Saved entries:
Content starts
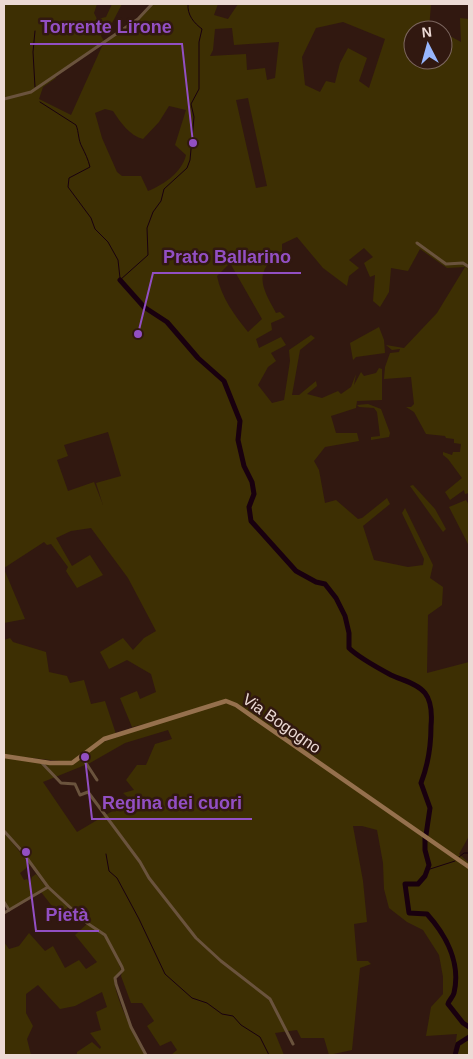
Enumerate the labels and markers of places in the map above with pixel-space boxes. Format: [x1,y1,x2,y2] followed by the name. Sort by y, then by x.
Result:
[30,11,182,44] callout: Torrente Lirone
[153,240,301,273] callout: Prato Ballarino
[92,786,252,819] callout: Regina dei cuori
[36,898,99,931] callout: Pietà

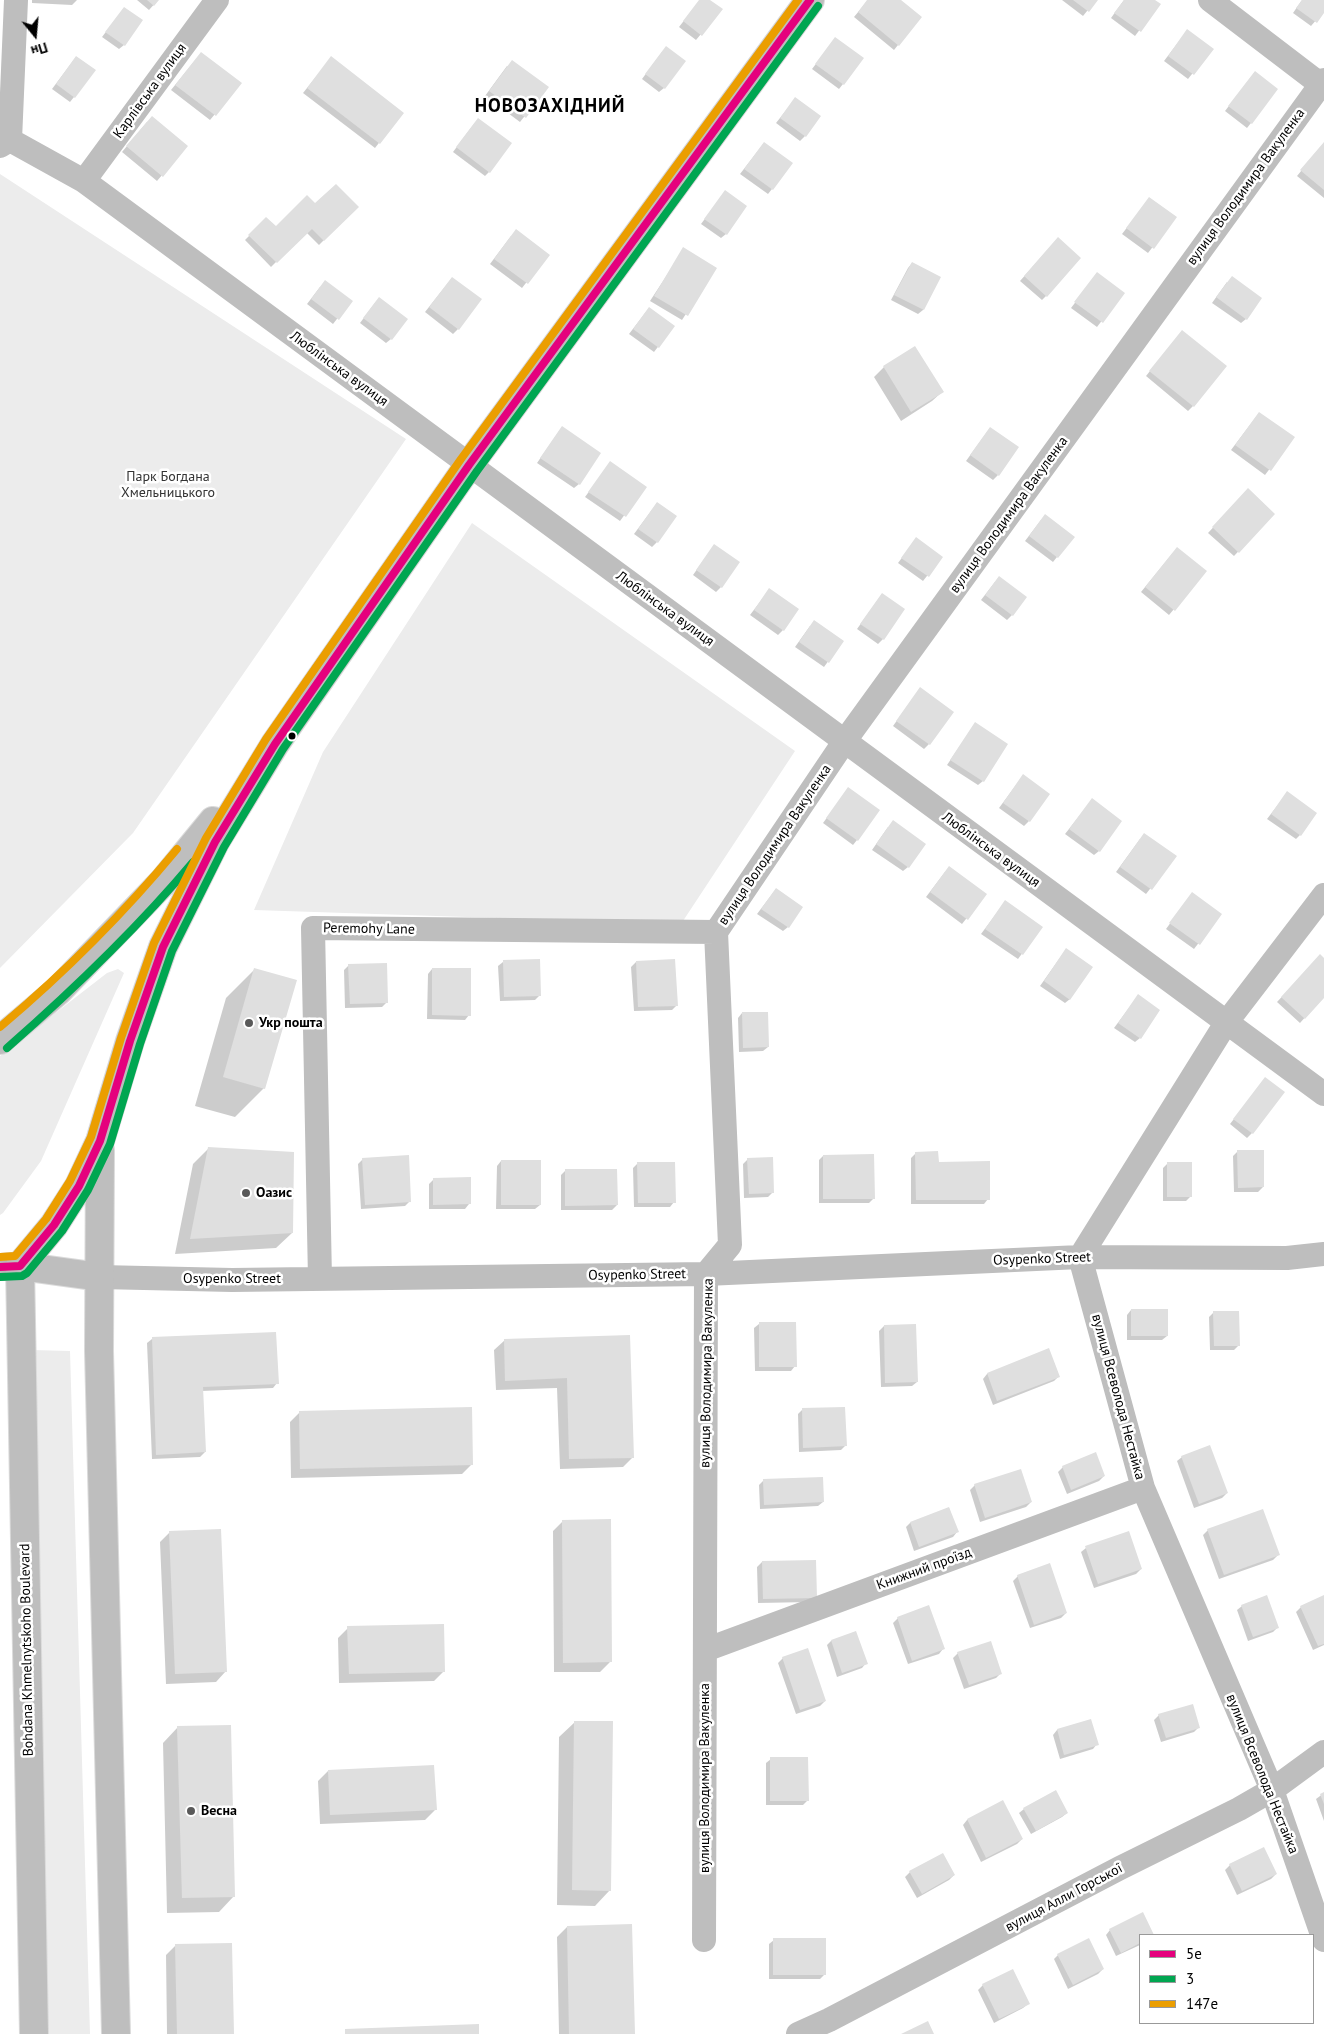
Content ends
- Exercise description -
Every record above should be duplicated precisely, with the images removed.

- Exercise answer -
Enumerate the labels and markers of places in the map above with pixel-space boxes. Format: [x1,y1,x2,y2] followed by the name. Sort by y, then by x.
Result:
[30,11,182,44] callout: Torrente Lirone
[153,240,301,273] callout: Prato Ballarino
[92,786,252,819] callout: Regina dei cuori
[36,898,99,931] callout: Pietà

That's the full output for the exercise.